Culminada la menesterosa defensa que hizo de sí mismo el ministro de Salud en el Parlamento, no obstante, Montoya pronunció un discurso que cualquiera habría confundido con un acto de ventriloquía originado en la guardería infantil de Acción Popular. Aparte de declarar que habían sido “satisfechas en parte las respuestas” –evidentemente quiso decir “preguntas”–, proclamó: “la bancada considera que vamos a dar un mes de plazo para verificar las acciones del ministro”. Y dejó a propios y extraños pasmados por la sorpresa.
¿Qué había ocurrido con el almirante? ¿Había sido atacado repentinamente por un mareo de tierra? ¿Se le había perdido la brújula en los bolsillos de su traje de gala y no había podido contar con ella a la hora de preparar su intervención en el Congreso?
¿Qué respuestas a los cuestionamientos planteados a Condori había encontrado satisfactorias? ¿Aquella en la que reconoció que su afirmación de que el agua arracimada tenía la aprobación de la FDA “fue inexacta” (es decir, falsa)? ¿O más bien aquella otra en la que sostuvo que sus descartes de cáncer de cuello uterino eran solo diagnósticos “presuntivos”?

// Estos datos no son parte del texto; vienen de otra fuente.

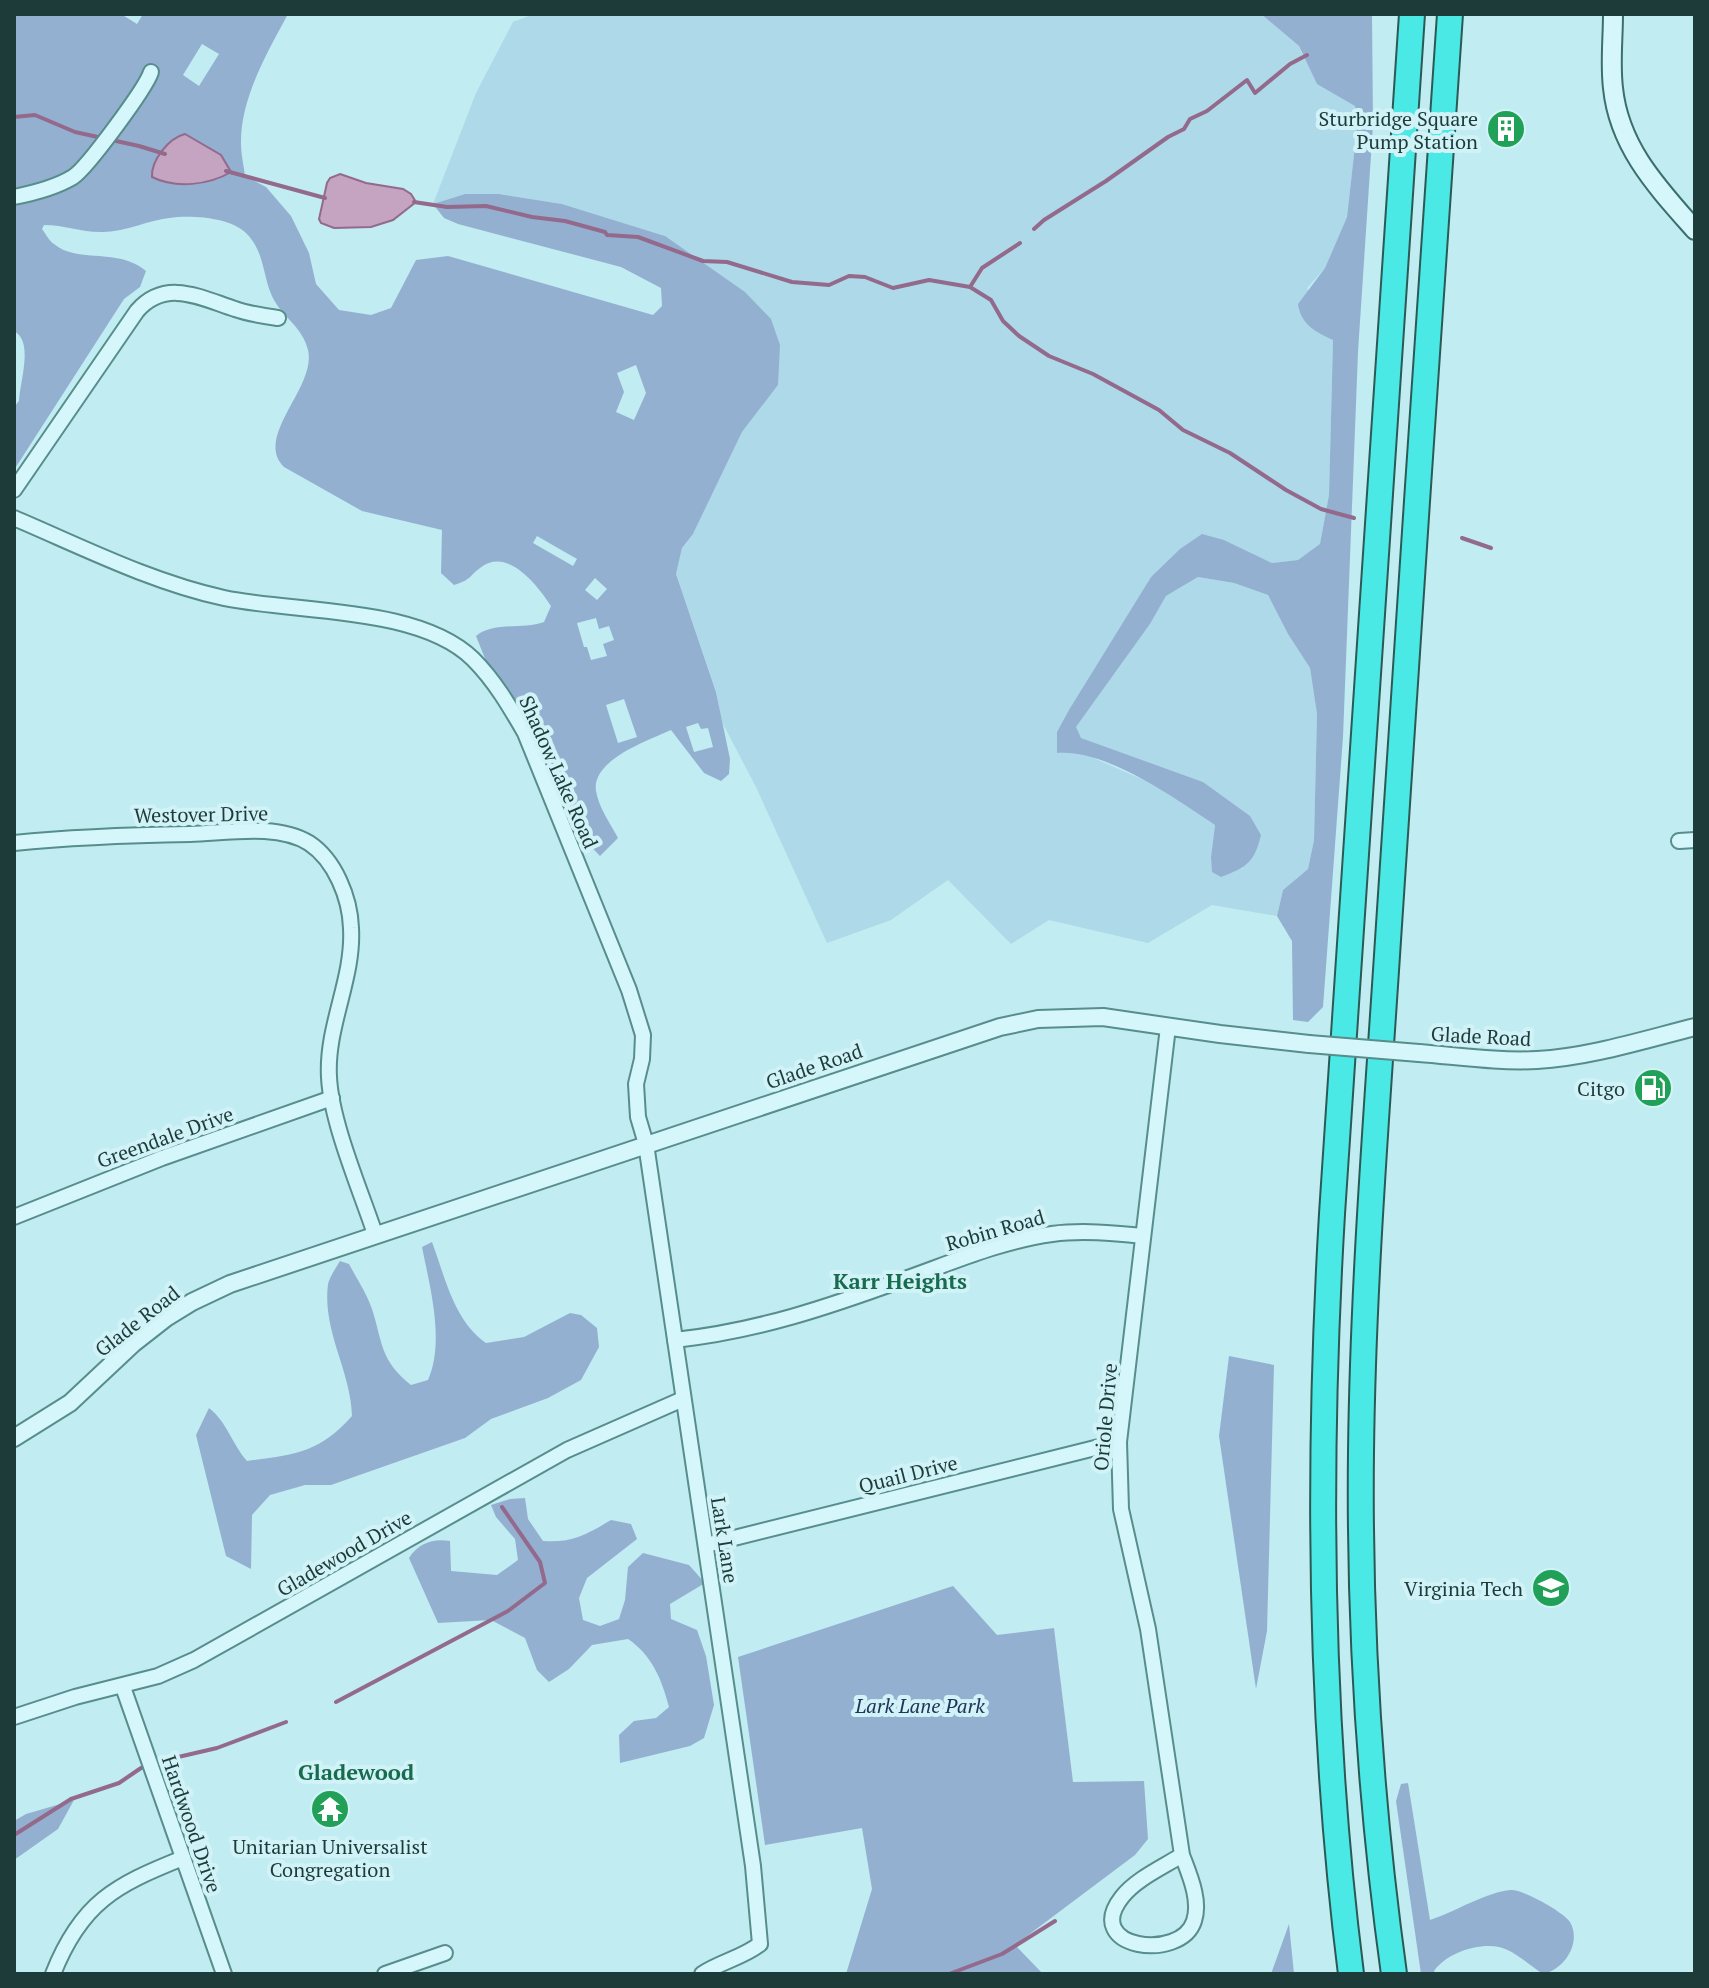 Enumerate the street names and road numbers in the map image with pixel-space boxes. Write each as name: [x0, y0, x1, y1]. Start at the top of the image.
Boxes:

Por supuesto que él no fue el único vocero de la oposición ‘full metal jacket’ que de pronto comenzó a arropar con arrullos al médico brujo del Gabinete. Su compañero de bancada Alejandro Muñante y el doctor Alejandro Aguinaga de Fuerza Popular –grupo parlamentario que, como mencionamos antes, estaba previamente dispuesto a ir por la censura sin pasar por el trámite de la interpelación– encontraron también fórmulas sobre “el beneficio de la duda” o la inexistencia de acuerdos de bancada para darle largonas a una bajada de pulgar que hace tiempo que se cae de madura. Pero nadie había hecho hasta ahora tanto como el ex capitán de mar y guerra para ganarse los galones del fiscalizador más severo de este gobierno, y el hecho de que estuviera dispuesto a perderlos en medio de ese balbuceo sin sustancia ha sembrado muchas interrogantes.
–Ulises, Nemo y Popeye–
Los mitos y la literatura nos ofrecen abundantes ejemplos de navegantes que pierden la chaveta o, por lo menos, fingen hacerlo. Ulises se hizo el loco para tratar de evitar que lo llevaran a la guerra de Troya, el capitán Nemo no parecía estar muy en sus cabales cuando aporreaba el órgano del Nautilus mientras la “isla misteriosa” estaba por reventar y Popeye se ponía ‘oso’ cuando Bluto procuraba afanarse a Oliva.
En la vida real, sin embargo, el fenómeno no parece ser tan frecuente. ¿Qué fue entonces lo que determinó que el almirante Montoya bruscamente no tuviera reparos en irse al garete? De seguro la respuesta no tardará en salir a flote, pero mientras tanto, podemos afirmar sin temor a equivocarnos que, sea cual sea, esa respuesta tenderá a confirmarle que en el mar la vida es más sabrosa. Porque lo que es aquí en tierra firme, la situación está a punto de tornársele ingrata.